We are our history.
Too complex for words, we are every casual and causal link that has built to this moment, from Adam’s dust to the steel and rubber that transports us into one another’s lives and pulls us apart.
All of human history at our fingertips and we’re stuck on the last page, reading over and over again as madmen and mad women tear it all down, to start over again or to rebuild, but not to make a better world for our children; for we are childless, and we are children.
I could cant plaintive aspirations for the future and the utopian landscapes of post-crisis self-realization, cry that you are an end in and of itself, the omega. But you don’t listen, and I’m not speaking; somehow, the silence gets filled up all the same.
We are our shared perspective, from where we see the world and agree, that yes, from up here, it does look to be burning. Or perhaps it’s just the stifling, unifying cigarette plumes of eight billion cave dwellers who have agreed that the world has little time left, so why not just light one up and wait it out. If the world doesn’t end, well, we will anyway.
We will always have our history.
Preserved in museums and memories that come back to us when the night’s libations have let us down, our history is the story of a species gradually, painfully, resiliently gaining consciousness and then, upon achieving this feat of evolution, imbibing every painkiller until we are no longer conscious.
We are our ancestors.
They cower, afraid to look up.
I tried to be a stone wall in the nuclear holocaust predicted by you, but every shadow that burned into me was just another reminder of all the ways that I am, too, human, too human, and made of skin that ripples and stains like a leaf of paper. On it, written the words you have already acknowledged as the pleas of a coward. I am shaken.
I’m stuck between wanting to tell you that you are a towering example of strength and a sharpened shard of beauty, but I know the words only get lost from my mouth to your ears; impossible to cross the divide that separates us now that you have heard it all.
I talk about history.
You talk about dying.
We both get it.
I don’t get what I’m doing here, each passing moment stretching out to eternity and then it’s tomorrow and nothing has changed; I’m still failing at everything I try to do. I could see the whole world from down here; I don’t, though.
*
I was sitting in your living room when I received the note; a sky so full of clouds that I thought it must be night. It was the end of a day.
Another history brought short.
Another shadow on my wall.
History is what we label that which we cannot change; this is another part of our history, even if it isn’t ours.
I go on. You go on. She go on. We go on.
And then you’re gone and I go alone.
It used to be that if “love” were spoke with enough hope, with all the power of Hannibal’s elephants and all the radiance of Chernobyl and all the precision of Oswald’s bullet, any broken heart could be mended, no matter how many times it had been shattered.
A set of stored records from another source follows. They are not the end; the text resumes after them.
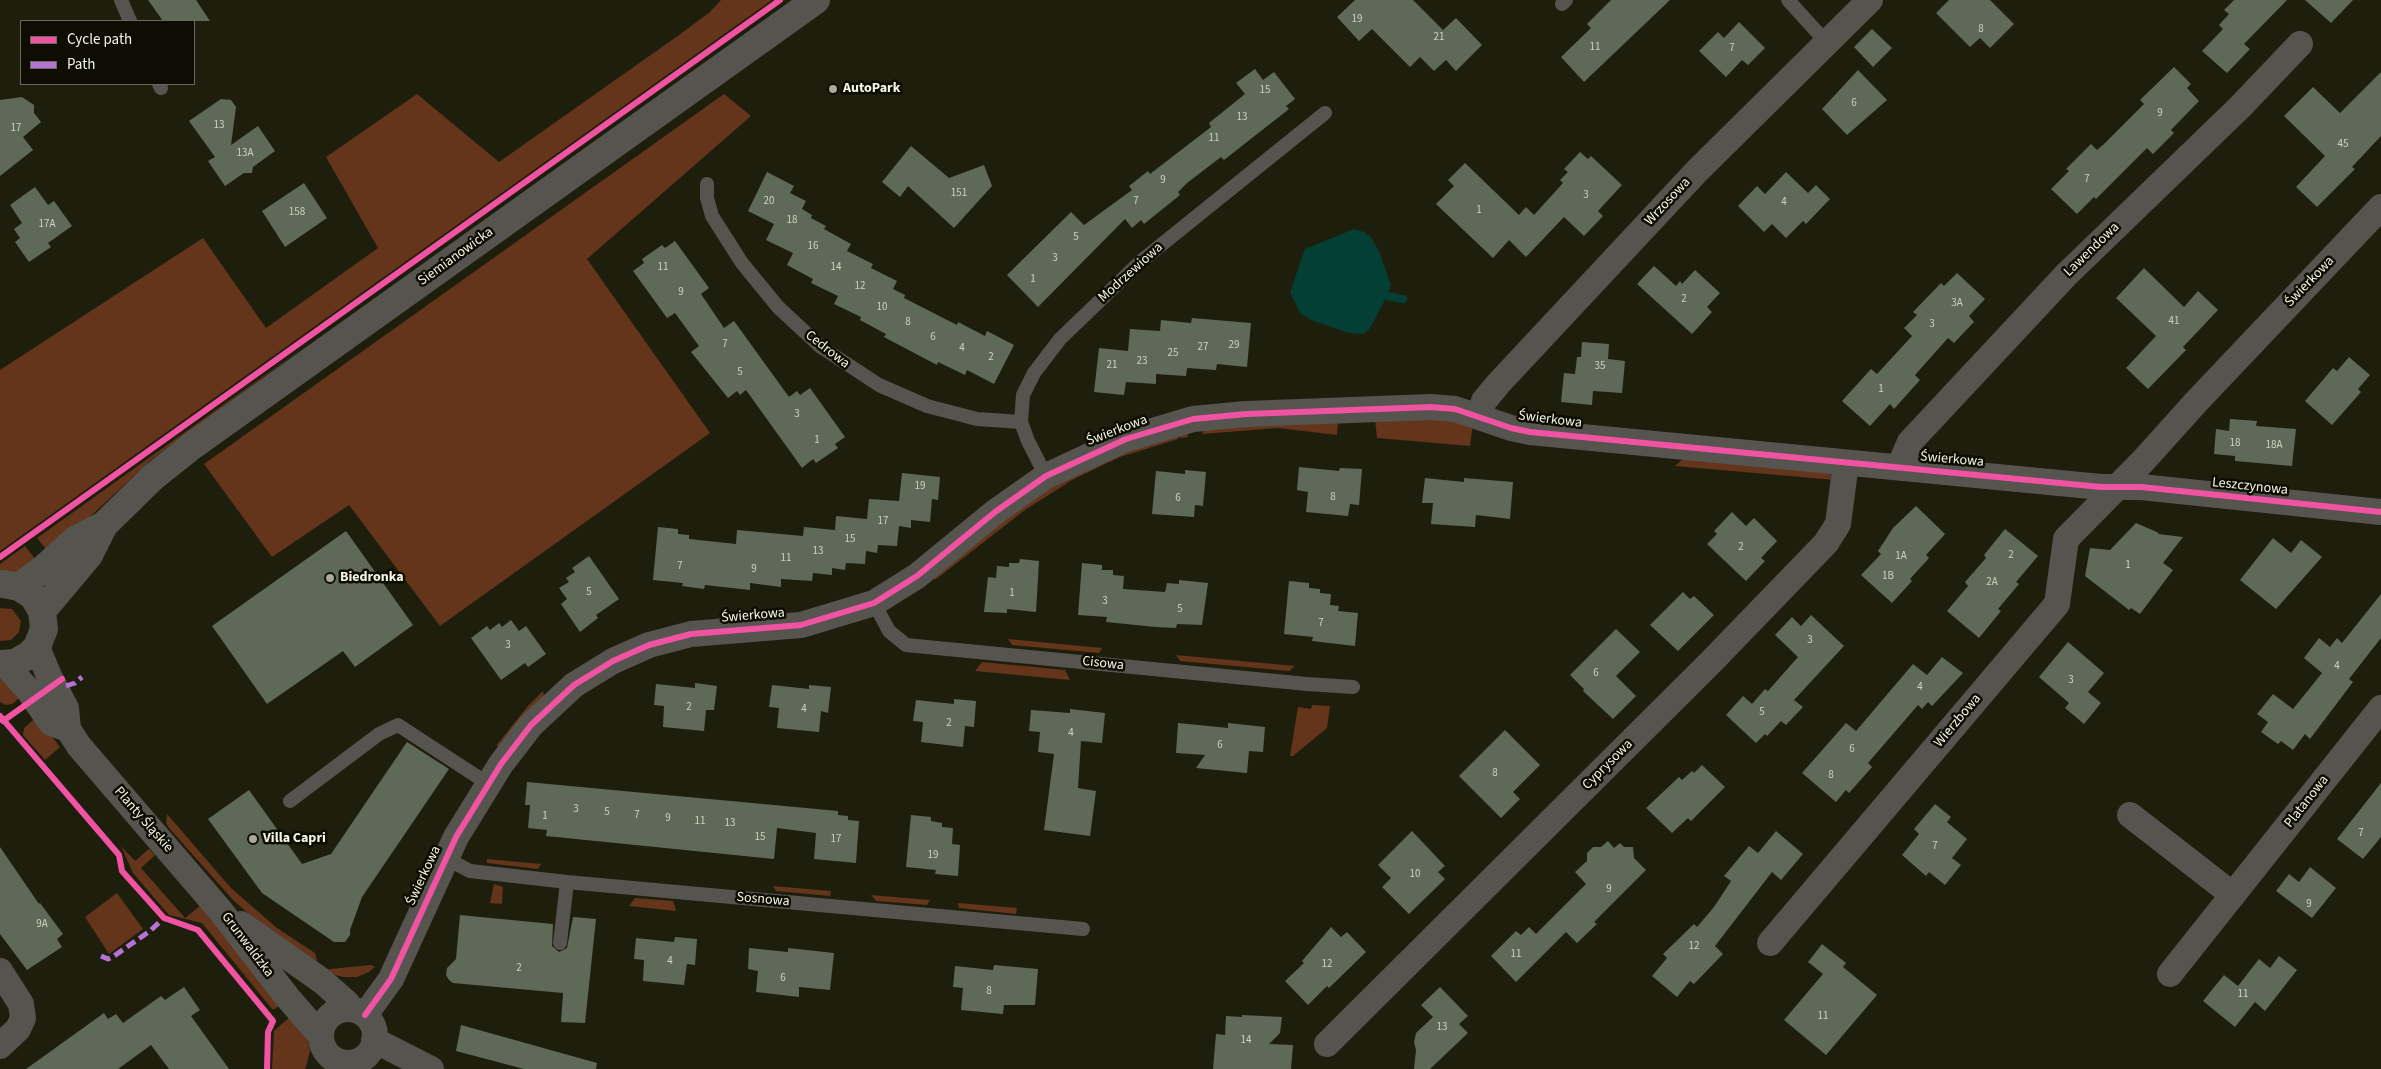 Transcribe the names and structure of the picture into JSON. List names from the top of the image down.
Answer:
{
  "streets": {
    "street": [
      "Wrzosowa",
      "Lawendowa",
      "Siemianowicka",
      "Świerkowa",
      "Leszczynowa",
      "Wierzbowa",
      "Cyprysowa",
      "Platanowa",
      "Planty Śląskie",
      "Grunwaldzka"
    ],
    "lane": [
      "Modrzewiowa",
      "Cedrowa",
      "Cisowa",
      "Sosnowa"
    ]
  },
  "crossings": [
    ["Wrzosowa", "Świerkowa"],
    ["Lawendowa", "Świerkowa"],
    ["Modrzewiowa", "Świerkowa"],
    ["Modrzewiowa", "Cedrowa"],
    ["Świerkowa", "Leszczynowa"],
    ["Świerkowa", "Cisowa"],
    ["Świerkowa", "Wierzbowa"],
    ["Świerkowa", "Cyprysowa"],
    ["Świerkowa", "Sosnowa"],
    ["Świerkowa", "Grunwaldzka"],
    ["Leszczynowa", "Wierzbowa"],
    ["Planty Śląskie", "Grunwaldzka"]
  ],
  "places": ["AutoPark", "Biedronka", "Villa Capri"],
  "house_numbers": [
    "19",
    "8",
    "21",
    "11",
    "7",
    "15",
    "6",
    "9",
    "13",
    "13",
    "17",
    "11",
    "45",
    "13A",
    "7",
    "9",
    "151",
    "3",
    "20",
    "7",
    "4",
    "1",
    "158",
    "18",
    "17A",
    "5",
    "16",
    "3",
    "11",
    "14",
    "1",
    "12",
    "9",
    "2",
    "3A",
    "10",
    "41",
    "8",
    "3",
    "6",
    "7",
    "29",
    "27",
    "4",
    "25",
    "2",
    "23",
    "21",
    "35",
    "5",
    "1",
    "3",
    "1",
    "18",
    "18A",
    "19",
    "8",
    "6",
    "17",
    "15",
    "2",
    "13",
    "2",
    "1A",
    "11",
    "1",
    "7",
    "9",
    "1B",
    "2A",
    "5",
    "1",
    "3",
    "5",
    "7",
    "3",
    "3",
    "4",
    "6",
    "3",
    "4",
    "2",
    "4",
    "5",
    "2",
    "4",
    "6",
    "6",
    "8",
    "8",
    "3",
    "5",
    "7",
    "1",
    "9",
    "11",
    "13",
    "7",
    "15",
    "17",
    "7",
    "19",
    "10",
    "9",
    "9",
    "9A",
    "12",
    "11",
    "4",
    "12",
    "2",
    "6",
    "8",
    "11",
    "11",
    "13",
    "14"
  ],
  "legend": ["Cycle path", "Path"]
}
That is now a part of history, too.
So what?
So what if there’s nothing to be done? So what if our history is a collection of stolen artifacts and carefully curated facts to placate our brittle consciences? If our time is short, why shouldn’t our memories be, also?
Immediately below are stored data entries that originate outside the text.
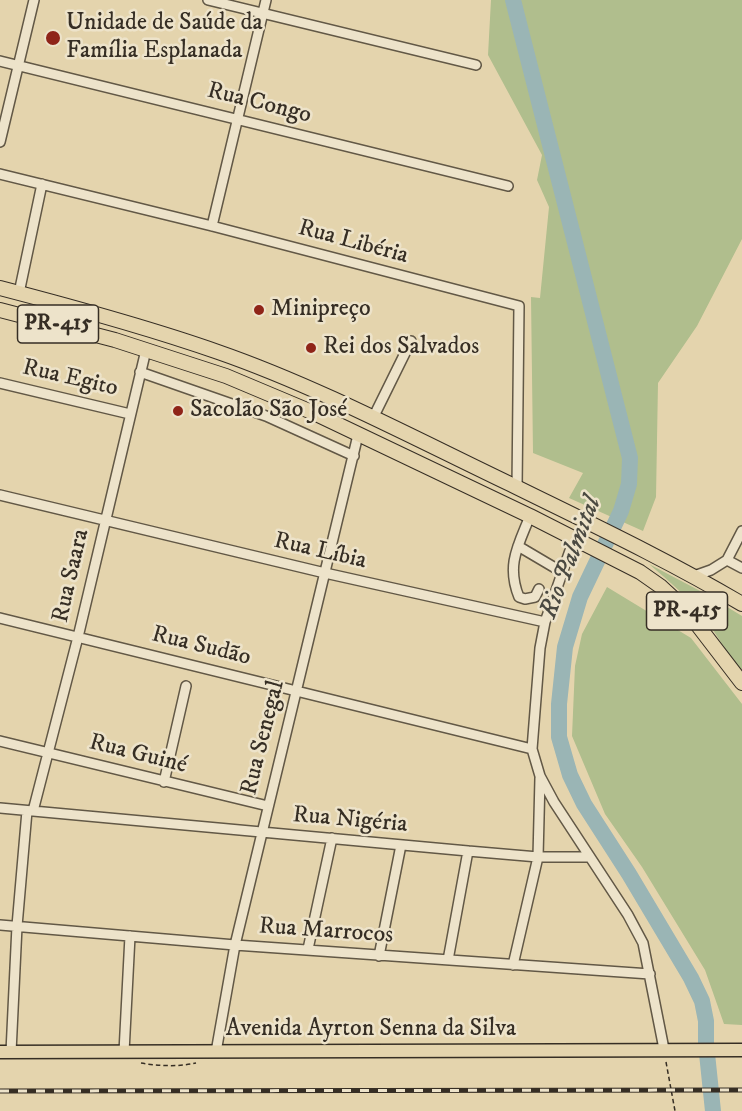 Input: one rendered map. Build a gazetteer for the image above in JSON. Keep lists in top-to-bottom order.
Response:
{
  "streets": {
    "highway": ["PR-415"],
    "main road": ["Avenida Ayrton Senna da Silva"],
    "street": [
      "Rua Congo",
      "Rua Libéria",
      "Rua Egito",
      "Rua Líbia",
      "Rua Saara",
      "Rua Sudão",
      "Rua Senegal",
      "Rua Guiné",
      "Rua Nigéria",
      "Rua Marrocos"
    ]
  },
  "crossings": [
    ["Rua Libéria", "PR-415"],
    ["PR-415", "Rua Saara"],
    ["PR-415", "Rua Senegal"],
    ["Rua Egito", "Rua Saara"],
    ["Rua Líbia", "Rua Saara"],
    ["Rua Líbia", "Rua Senegal"],
    ["Rua Saara", "Rua Sudão"],
    ["Rua Saara", "Rua Guiné"],
    ["Rua Saara", "Rua Nigéria"],
    ["Rua Saara", "Rua Marrocos"],
    ["Rua Saara", "Avenida Ayrton Senna da Silva"],
    ["Rua Sudão", "Rua Senegal"],
    ["Rua Senegal", "Rua Guiné"],
    ["Rua Senegal", "Rua Nigéria"],
    ["Rua Senegal", "Rua Marrocos"],
    ["Rua Senegal", "Avenida Ayrton Senna da Silva"]
  ],
  "water": ["Rio Palmital"],
  "places": [
    "Unidade de Saúde da Família Esplanada",
    "Minipreço",
    "Rei dos Salvados",
    "Sacolão São José"
  ]
}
I want this to be all okay; you, me, her/him, all with the collective sigh of our history.
It isn’t, though.
It is rotten, I know.
It isn’t true.
It only trickles through.
We are guilty
of faux civility
weak and shallow
nothing more than a show.
This is our legacy.
This is our destiny.
This is our history.
I don’t control what I’m saying. I think in couplets when I’m away from you and you are acting as though nothing has changed. Everything’s changed. You dismissed my lips, unkissed.
We have history.
*
You have history. It’s not easy to forget, it’s not easy to forgive, and when the cruel gray crows scatter your smile across a desolate field, it’s not easy to let go.
I am not a historian, I cannot be that detached.
Nor am I merely a supplicating audience member, waiting to applaud, steady with my tears, happy to concede defeat to the playwright. I write, too, and I don’t care if they are Shakespeare’s Histories, I make up my own endings.
You will loathe this, every word.
You will loathe me, too, and find my incessant presence to be a bother. This is already of history.
Yet, here I am, in attendance.
I bought the ticket, I took my seat, I put the world on silence for you.
So sing your song, recite your monologue, hit your mark, and kill the critics in the crowd who will insist that you’re not right for the part. The part is right for you.
I should’ve said that.
I didn’t say anything. You wept like Ophelia’s willow, threatening to drown all of Europe, but it only rains in London these days; the skies are gray, sure, but also close enough to touch. We didn’t touch. We stayed dry, we stayed indoors.
And then, that was it.
I’ve returned to this place I’m calling home now.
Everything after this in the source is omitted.